Available data:
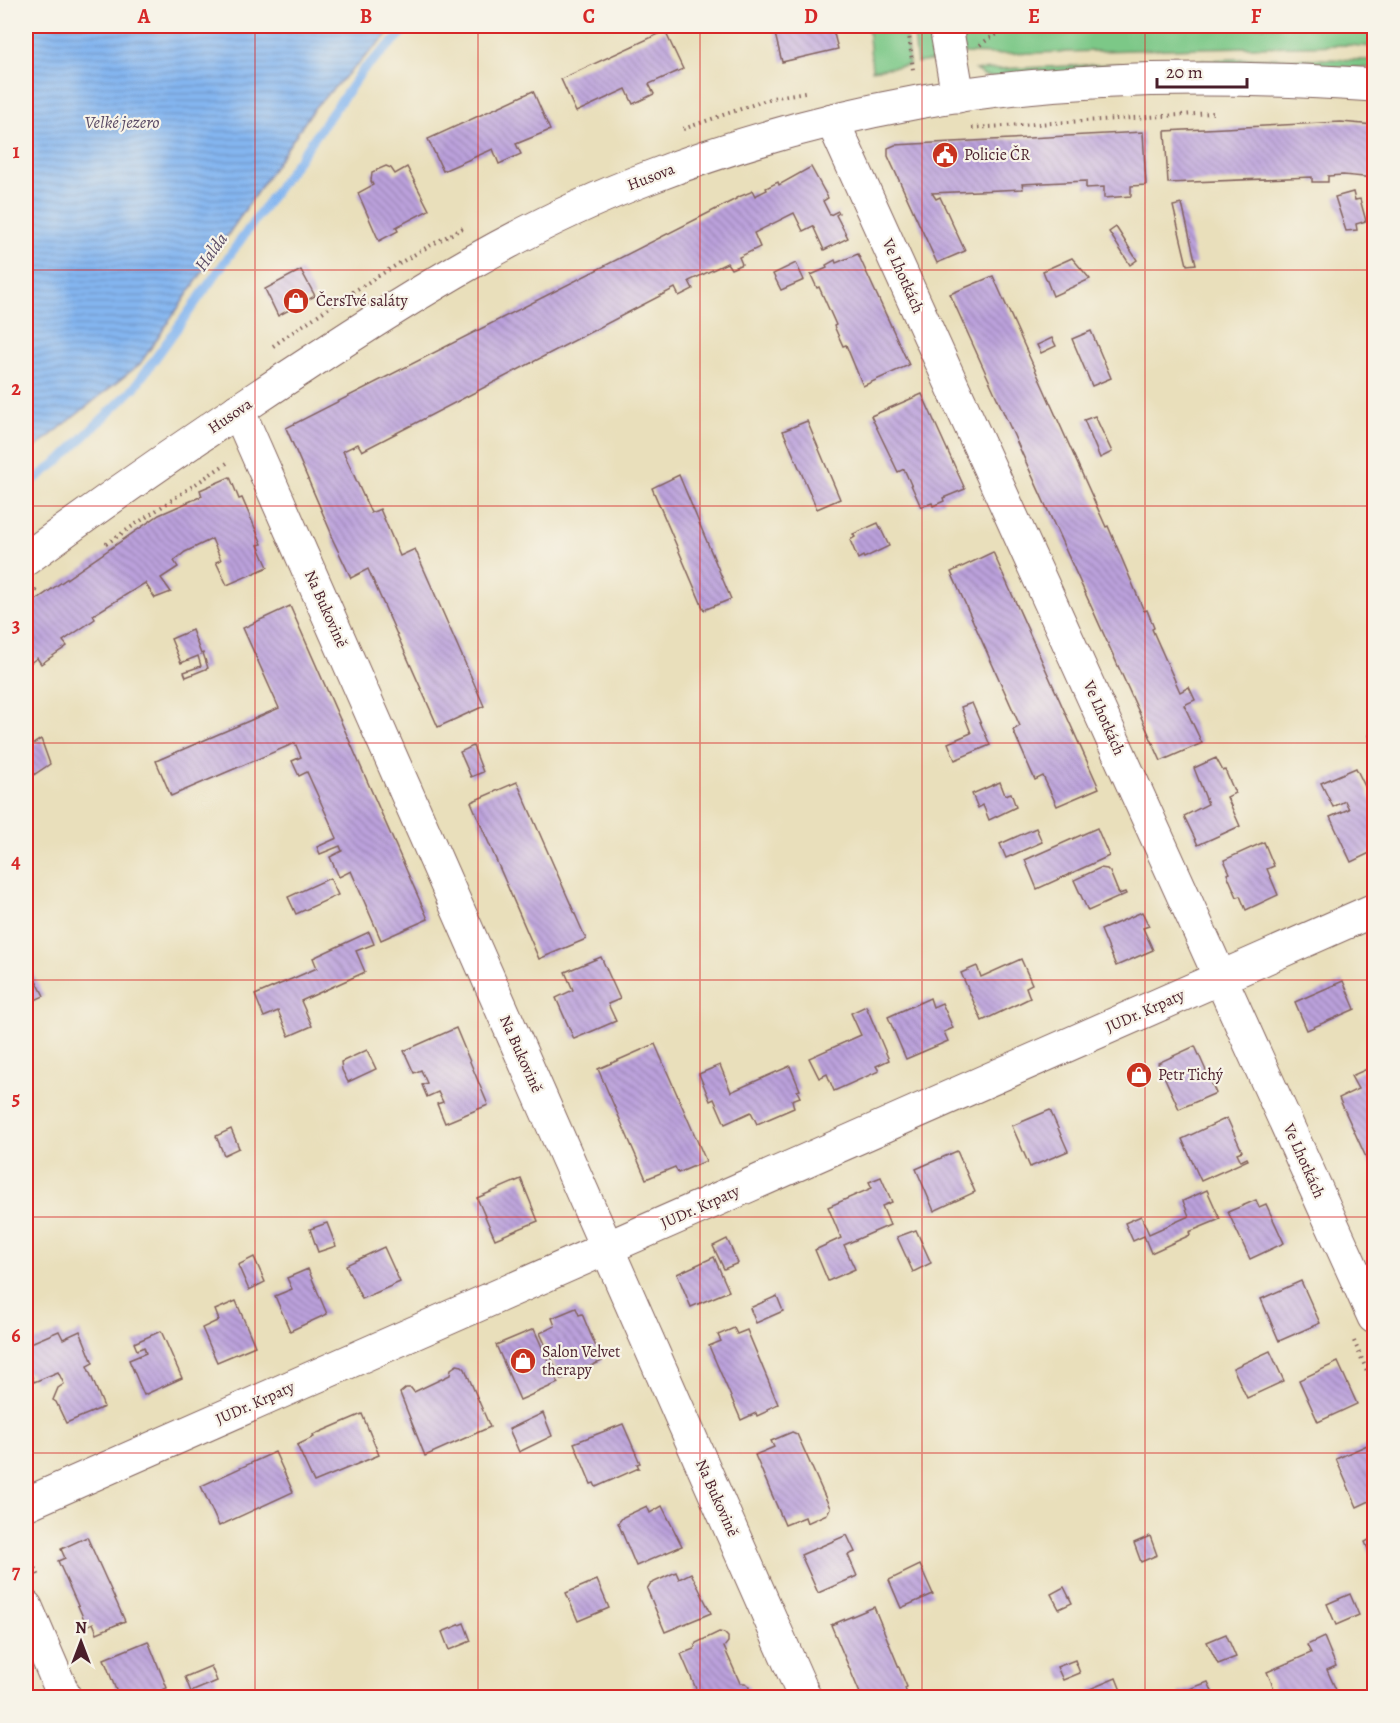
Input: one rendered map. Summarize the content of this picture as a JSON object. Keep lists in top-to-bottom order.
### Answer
{
  "streets": {
    "street": [
      "Husova",
      "Ve Lhotkách",
      "Na Bukovině",
      "JUDr. Krpaty"
    ]
  },
  "crossings": [
    ["Husova", "Ve Lhotkách"],
    ["Husova", "Na Bukovině"],
    ["Ve Lhotkách", "JUDr. Krpaty"],
    ["Na Bukovině", "JUDr. Krpaty"]
  ],
  "water": ["Velké jezero", "Halda"],
  "places": {
    "public building": ["Policie ČR"],
    "shop": ["ČersTvé saláty", "Petr Tichý", "Salon Velvet therapy"]
  },
  "scale_bar": "20 m",
  "north": "top",
  "grid": {
    "columns": [
      "A",
      "B",
      "C",
      "D",
      "E",
      "F"
    ],
    "rows": [
      "1",
      "2",
      "3",
      "4",
      "5",
      "6",
      "7"
    ]
  }
}
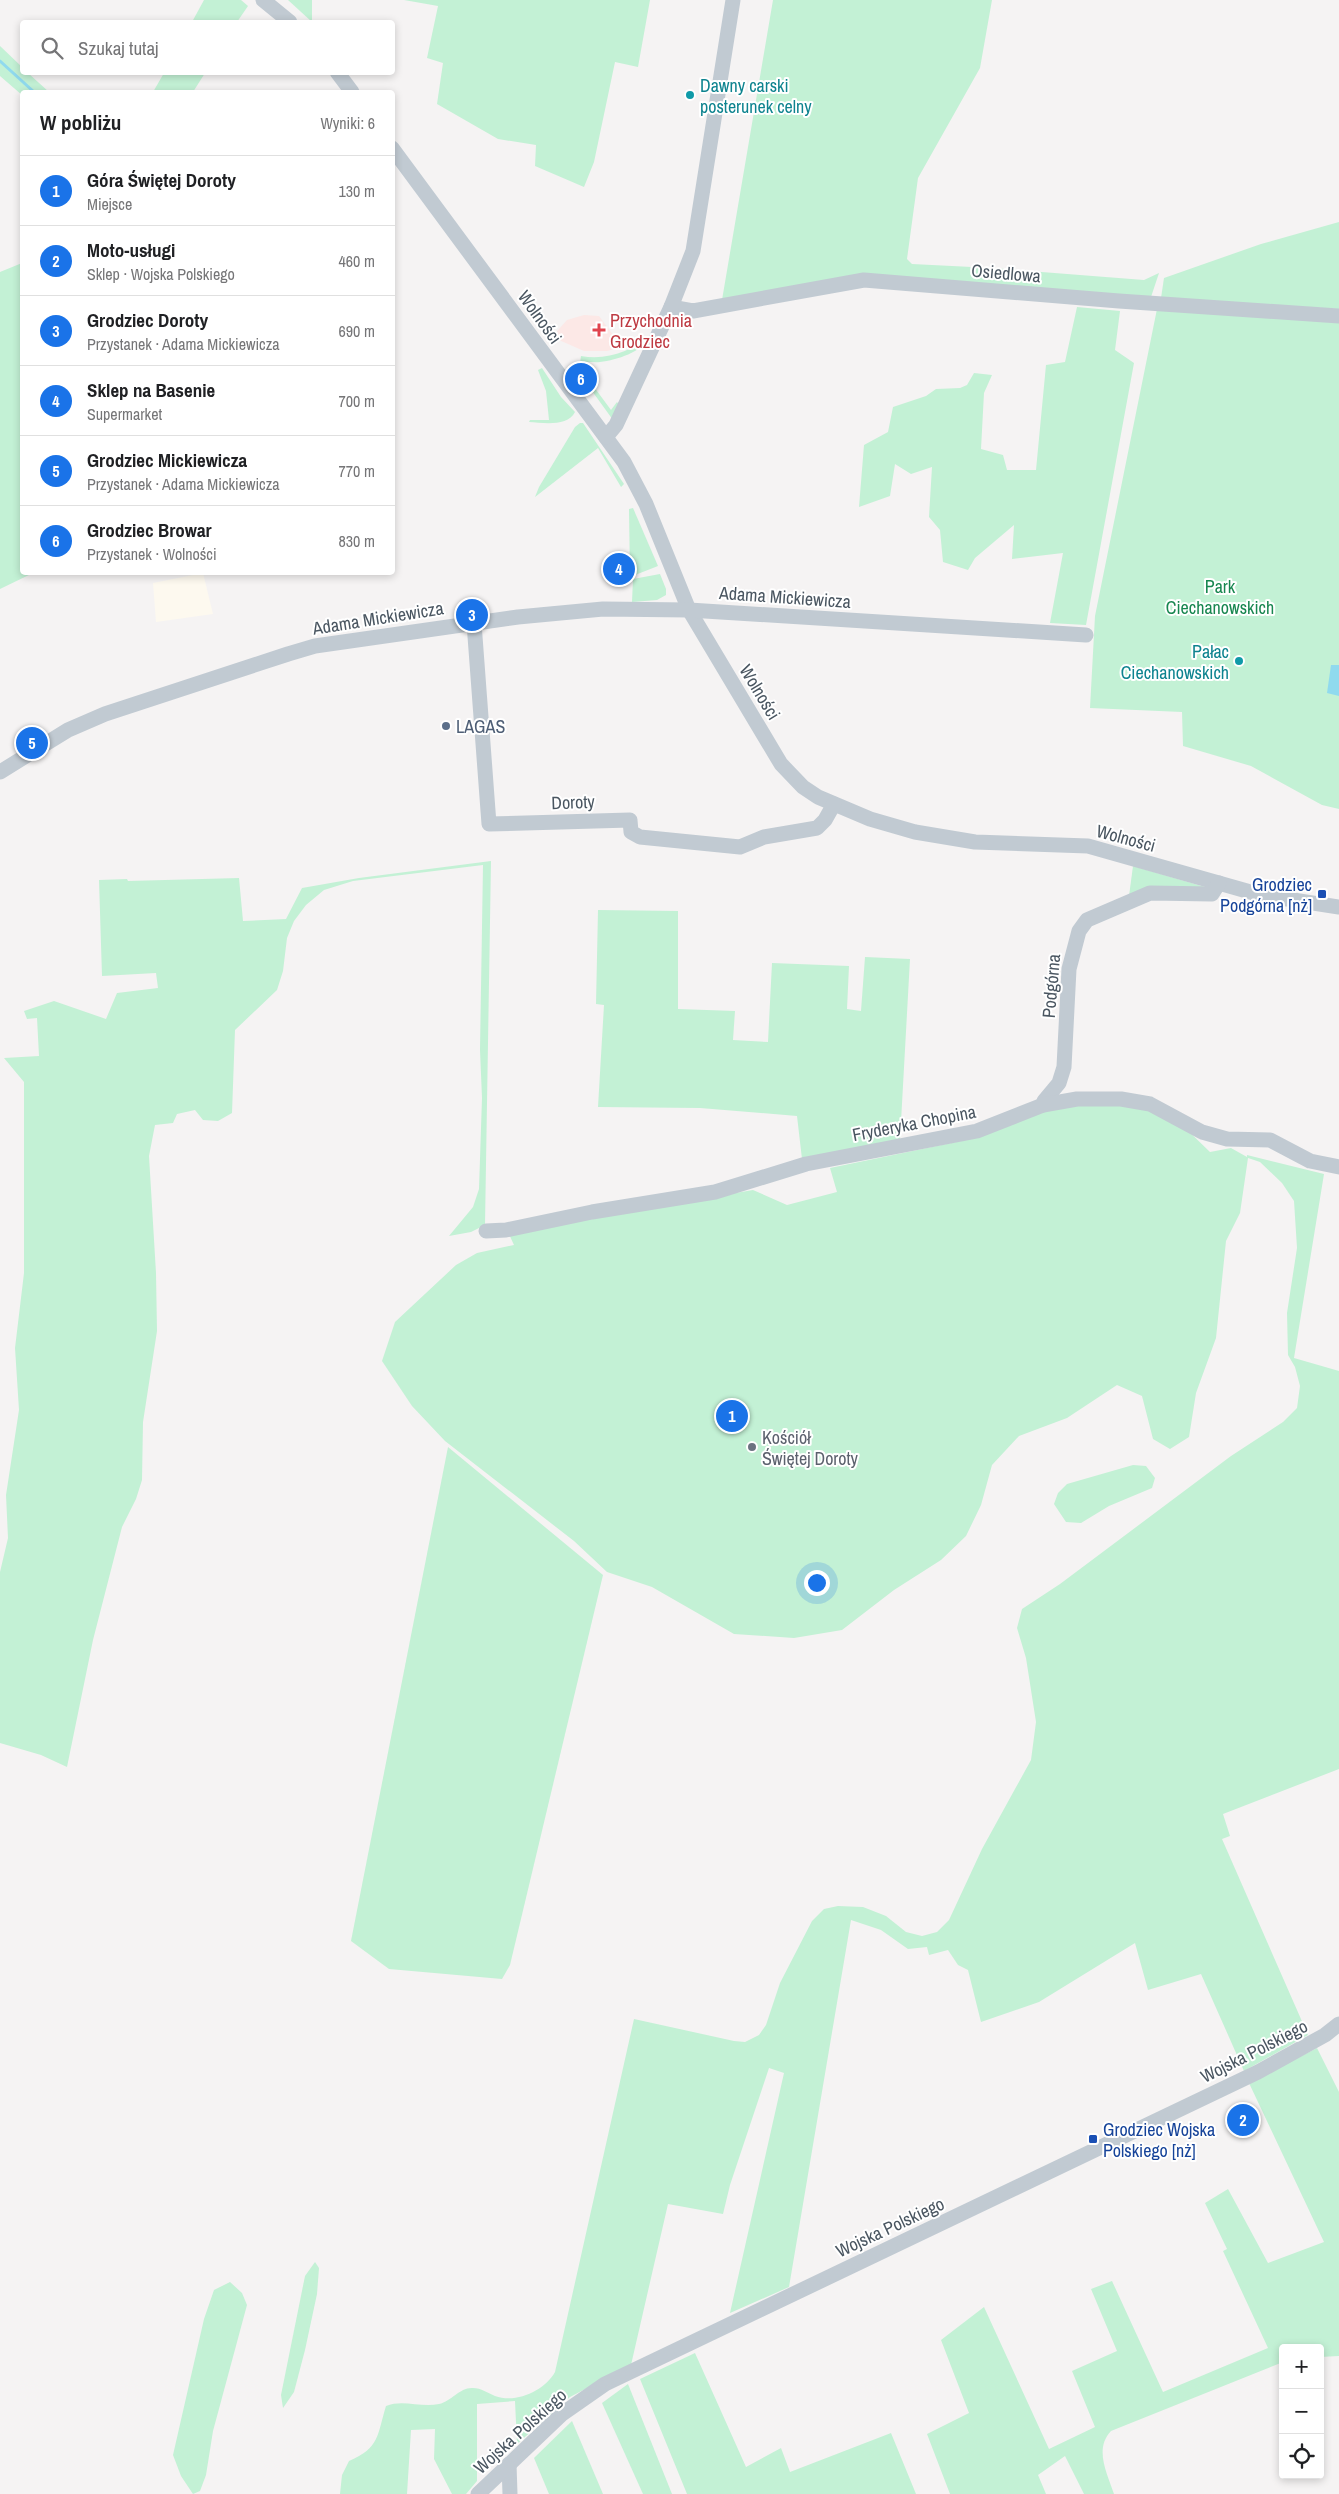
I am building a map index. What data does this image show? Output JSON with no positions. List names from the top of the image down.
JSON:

What is required: Among the lines of the material, count those that contain the string "JSON" and state only that count.

Result of this task: 3